Why Gen Z is the most conflicted generation
The generational data doesn’t resolve cleanly. Gen Z posts the lowest AI satisfaction score of any generation—69 on the ACSI scale—while simultaneously being the cohort most likely to say AI will open financial doors they don’t have today. Sixty-two percent of Gen Z and Millennials told Plaid’s Harris Poll researchers AI will unlock financial opportunities they don’t currently possess, and 54% say AI can predict their financial habits better than they can. They are souring on AI culturally while leaning on it financially—a split that says less about the technology than about how, and by whom, it’s being deployed.
In finance, the trust gap is the product gap
Nowhere is the stakes gap clearer than in financial services, where 43% of Americans name reduced human interaction as their top AI worry—ahead of job loss.
Three-quarters say it’s important to know when AI is being used in financial decisions, and 80% believe companies should reimburse them for AI-driven mistakes. The demand isn’t for less AI. It’s for AI that explains itself.

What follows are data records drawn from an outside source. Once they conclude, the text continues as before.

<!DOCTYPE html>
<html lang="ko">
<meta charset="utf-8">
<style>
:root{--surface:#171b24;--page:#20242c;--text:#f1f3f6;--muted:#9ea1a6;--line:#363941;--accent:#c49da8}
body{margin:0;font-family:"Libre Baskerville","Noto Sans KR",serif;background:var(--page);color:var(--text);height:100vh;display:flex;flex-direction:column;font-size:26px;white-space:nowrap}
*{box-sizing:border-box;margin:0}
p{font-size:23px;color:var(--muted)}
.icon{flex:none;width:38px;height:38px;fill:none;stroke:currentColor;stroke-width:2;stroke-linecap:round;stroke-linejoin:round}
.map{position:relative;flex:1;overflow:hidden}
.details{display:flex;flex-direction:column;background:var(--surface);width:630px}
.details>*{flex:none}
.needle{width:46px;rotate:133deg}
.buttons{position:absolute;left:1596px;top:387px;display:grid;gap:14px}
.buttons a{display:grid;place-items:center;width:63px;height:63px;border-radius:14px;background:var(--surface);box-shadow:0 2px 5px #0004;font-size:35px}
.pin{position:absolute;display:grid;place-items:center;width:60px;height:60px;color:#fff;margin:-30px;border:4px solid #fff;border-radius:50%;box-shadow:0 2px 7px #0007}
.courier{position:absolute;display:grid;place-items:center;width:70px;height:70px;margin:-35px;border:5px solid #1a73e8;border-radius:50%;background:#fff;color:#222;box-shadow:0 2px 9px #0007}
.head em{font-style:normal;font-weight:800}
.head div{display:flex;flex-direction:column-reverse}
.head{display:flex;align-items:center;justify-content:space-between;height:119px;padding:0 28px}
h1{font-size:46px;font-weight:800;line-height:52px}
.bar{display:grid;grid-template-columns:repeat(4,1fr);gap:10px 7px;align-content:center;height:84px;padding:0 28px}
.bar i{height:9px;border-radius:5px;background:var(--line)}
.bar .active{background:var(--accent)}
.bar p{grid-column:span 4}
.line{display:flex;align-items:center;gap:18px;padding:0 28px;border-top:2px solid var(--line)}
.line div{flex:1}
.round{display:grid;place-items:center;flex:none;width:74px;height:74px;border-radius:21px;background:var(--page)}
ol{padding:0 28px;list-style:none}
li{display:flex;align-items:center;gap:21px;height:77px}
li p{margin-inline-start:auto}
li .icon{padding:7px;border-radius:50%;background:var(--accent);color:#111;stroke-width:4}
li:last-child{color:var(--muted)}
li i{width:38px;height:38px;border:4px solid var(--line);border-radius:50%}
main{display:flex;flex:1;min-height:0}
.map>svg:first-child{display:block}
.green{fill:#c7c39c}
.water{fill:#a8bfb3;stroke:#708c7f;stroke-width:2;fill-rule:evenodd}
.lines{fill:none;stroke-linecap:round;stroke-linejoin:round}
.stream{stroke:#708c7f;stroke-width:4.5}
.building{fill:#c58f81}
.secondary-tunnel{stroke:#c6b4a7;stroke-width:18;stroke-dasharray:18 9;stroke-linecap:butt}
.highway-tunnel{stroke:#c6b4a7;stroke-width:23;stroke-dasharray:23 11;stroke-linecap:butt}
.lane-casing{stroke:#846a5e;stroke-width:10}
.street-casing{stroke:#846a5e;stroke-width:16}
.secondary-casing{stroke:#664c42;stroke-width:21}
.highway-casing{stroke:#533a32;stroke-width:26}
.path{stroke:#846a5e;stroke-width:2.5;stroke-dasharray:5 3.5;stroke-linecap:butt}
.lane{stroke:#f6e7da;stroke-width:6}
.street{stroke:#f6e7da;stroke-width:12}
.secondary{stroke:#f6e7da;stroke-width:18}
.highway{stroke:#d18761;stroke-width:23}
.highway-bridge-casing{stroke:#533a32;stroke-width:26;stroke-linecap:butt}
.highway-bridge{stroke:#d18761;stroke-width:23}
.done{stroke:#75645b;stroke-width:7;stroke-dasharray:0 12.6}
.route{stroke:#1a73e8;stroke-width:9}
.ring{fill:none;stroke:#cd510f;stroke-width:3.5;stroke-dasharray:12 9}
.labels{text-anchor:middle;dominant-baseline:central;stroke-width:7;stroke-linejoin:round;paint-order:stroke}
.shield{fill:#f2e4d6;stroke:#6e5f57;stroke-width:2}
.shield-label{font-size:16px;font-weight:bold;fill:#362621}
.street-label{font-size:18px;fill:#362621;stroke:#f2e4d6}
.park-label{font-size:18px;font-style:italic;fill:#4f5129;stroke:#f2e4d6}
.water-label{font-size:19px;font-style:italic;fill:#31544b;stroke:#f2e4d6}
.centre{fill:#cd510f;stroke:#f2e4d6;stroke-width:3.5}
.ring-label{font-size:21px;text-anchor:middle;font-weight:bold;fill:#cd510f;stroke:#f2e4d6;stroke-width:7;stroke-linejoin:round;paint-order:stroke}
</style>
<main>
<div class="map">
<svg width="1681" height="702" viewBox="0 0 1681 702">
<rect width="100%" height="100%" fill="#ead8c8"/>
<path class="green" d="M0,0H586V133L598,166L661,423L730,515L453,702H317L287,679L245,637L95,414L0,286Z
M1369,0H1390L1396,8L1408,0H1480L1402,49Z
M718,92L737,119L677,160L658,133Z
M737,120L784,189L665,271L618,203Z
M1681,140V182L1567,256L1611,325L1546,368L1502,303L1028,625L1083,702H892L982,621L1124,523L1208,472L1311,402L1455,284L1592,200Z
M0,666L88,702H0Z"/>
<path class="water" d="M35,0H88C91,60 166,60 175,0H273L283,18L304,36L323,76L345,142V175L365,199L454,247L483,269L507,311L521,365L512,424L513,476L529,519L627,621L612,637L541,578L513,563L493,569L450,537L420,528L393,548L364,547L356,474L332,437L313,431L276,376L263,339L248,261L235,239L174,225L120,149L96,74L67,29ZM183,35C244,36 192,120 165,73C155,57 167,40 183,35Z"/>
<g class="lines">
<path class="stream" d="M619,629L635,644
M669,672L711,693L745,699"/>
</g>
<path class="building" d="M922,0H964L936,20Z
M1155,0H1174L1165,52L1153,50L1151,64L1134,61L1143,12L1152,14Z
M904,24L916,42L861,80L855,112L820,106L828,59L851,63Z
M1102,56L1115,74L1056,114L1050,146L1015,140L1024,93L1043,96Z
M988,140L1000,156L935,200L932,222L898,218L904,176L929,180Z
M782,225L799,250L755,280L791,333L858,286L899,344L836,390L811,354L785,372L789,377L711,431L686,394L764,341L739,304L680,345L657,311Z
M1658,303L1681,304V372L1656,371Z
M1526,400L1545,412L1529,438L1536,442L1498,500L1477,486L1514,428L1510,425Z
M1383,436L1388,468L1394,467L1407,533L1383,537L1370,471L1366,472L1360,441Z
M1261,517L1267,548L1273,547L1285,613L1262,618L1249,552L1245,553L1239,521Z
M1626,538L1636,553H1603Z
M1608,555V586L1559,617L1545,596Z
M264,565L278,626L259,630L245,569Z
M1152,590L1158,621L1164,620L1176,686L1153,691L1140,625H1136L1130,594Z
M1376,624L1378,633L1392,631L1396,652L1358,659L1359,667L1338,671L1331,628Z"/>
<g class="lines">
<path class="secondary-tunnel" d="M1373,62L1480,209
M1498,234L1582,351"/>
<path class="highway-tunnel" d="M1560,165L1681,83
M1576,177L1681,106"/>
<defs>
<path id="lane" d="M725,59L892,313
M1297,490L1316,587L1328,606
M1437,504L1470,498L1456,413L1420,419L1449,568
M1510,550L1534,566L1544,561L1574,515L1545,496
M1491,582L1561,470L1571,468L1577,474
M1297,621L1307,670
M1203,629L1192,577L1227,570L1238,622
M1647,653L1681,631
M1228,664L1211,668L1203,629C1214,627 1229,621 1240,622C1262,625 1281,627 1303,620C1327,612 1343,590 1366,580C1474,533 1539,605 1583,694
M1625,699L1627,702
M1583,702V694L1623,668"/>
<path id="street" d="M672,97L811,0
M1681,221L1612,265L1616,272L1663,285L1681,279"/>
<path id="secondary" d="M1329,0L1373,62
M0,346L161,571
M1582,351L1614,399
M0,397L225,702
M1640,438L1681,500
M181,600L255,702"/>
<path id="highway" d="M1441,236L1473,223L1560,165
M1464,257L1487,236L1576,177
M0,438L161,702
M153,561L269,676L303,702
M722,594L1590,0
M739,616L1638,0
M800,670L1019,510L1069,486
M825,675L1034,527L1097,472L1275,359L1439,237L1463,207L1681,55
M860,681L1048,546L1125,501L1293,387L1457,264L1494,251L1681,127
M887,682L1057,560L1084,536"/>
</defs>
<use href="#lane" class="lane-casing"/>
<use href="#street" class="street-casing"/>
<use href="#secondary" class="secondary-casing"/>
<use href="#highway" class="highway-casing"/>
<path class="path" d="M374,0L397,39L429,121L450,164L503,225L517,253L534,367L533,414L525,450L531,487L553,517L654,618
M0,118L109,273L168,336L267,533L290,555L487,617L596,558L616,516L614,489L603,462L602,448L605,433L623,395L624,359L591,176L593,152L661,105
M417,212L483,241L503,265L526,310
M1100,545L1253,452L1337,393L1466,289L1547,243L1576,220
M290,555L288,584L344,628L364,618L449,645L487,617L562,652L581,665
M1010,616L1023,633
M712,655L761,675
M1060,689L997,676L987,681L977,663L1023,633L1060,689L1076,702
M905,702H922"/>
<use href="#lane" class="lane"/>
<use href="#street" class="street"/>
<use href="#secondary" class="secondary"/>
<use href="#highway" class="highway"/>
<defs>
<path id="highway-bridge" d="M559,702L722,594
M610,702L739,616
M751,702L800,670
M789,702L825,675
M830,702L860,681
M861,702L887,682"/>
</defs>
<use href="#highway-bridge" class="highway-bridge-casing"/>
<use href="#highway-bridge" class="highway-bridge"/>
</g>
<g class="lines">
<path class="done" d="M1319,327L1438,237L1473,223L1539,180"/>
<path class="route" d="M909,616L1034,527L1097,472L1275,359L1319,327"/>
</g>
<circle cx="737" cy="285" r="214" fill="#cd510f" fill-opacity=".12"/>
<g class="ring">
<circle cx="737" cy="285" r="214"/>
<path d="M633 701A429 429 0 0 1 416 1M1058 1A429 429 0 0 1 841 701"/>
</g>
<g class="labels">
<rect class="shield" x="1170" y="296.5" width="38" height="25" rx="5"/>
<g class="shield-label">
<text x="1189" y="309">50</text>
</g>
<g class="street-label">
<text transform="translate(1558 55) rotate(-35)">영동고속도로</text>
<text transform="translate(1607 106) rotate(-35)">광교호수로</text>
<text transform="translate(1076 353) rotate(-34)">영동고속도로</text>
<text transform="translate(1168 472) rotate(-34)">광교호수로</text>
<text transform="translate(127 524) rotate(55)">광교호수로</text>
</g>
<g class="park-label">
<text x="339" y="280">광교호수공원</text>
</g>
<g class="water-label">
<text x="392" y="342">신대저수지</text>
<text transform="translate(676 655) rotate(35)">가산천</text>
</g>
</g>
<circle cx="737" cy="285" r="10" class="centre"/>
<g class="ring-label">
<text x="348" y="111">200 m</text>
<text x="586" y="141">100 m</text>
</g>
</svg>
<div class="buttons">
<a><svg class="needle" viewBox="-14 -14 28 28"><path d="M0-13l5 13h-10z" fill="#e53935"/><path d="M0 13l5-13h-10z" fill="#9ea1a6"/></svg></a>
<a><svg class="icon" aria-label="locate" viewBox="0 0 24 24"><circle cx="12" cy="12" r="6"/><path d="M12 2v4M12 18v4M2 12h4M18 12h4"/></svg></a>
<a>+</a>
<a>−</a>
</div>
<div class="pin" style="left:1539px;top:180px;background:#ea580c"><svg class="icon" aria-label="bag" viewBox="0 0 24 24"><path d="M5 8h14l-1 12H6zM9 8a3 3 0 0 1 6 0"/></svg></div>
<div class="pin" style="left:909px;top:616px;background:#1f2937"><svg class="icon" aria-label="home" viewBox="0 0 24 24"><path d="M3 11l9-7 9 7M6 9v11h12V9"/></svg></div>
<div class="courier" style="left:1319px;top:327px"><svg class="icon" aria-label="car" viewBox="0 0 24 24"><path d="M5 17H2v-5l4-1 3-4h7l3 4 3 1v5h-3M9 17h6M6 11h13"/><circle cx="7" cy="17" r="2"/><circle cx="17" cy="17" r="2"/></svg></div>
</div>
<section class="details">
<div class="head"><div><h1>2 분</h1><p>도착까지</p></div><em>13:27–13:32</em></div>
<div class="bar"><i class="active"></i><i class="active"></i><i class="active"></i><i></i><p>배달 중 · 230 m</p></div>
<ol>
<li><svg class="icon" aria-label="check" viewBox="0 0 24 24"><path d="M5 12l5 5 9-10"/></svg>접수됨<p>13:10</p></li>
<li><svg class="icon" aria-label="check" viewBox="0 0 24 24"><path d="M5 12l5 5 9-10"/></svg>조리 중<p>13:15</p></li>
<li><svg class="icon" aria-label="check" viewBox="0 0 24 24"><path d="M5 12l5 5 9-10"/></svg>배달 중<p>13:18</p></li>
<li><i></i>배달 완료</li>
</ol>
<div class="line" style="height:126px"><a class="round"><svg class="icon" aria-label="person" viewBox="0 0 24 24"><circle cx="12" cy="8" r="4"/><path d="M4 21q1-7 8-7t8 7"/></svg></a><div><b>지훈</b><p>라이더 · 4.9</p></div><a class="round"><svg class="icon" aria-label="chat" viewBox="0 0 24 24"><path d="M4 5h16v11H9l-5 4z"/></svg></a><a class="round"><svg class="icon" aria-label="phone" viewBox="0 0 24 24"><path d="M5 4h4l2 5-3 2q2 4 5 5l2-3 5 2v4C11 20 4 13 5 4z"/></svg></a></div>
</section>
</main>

“Sixty percent of consumers say they would trust the technology more if they understood the ‘why’ behind its logic,” the Plaid report found. Trust here isn’t a soft metric—it’s the product decision that determines whether consumers engage at all.
The symmetry of winners and losers
The WalkMe data contains a number that should unsettle every executive defending a slow rollout: Workers lose the equivalent of 51 working days per year to technology friction. Goldman Sachs economists found AI saves workers who use it correctly an average of 40 to 60 minutes per day. The math is nearly symmetrical—the productivity AI gives to people who use it well is almost exactly equal to the productivity it destroys for people who can’t get it to work.
Among the 44% of Americans who have crossed the adoption threshold, 52% now use AI at least once a day. Among AI users who apply it to their finances, 86% say it helps them understand their money better. The gap between those people and the 80% still holding out isn’t philosophical. It’s compounding.
“A workforce that’s not leaning into AI is going to be challenged,” KPMG’s Brad Brown told Fortune. “And a work environment that is overly oriented to AI without the value of the human workforce is going to struggle.”
The workers and companies navigating that balance now aren’t just managing a transition. They’re setting the standard that everyone else will eventually have to meet—whether they’re ready or not.
For this story, Fortune journalists used generative AI as a research tool. An editor verified the accuracy of the information before publishing.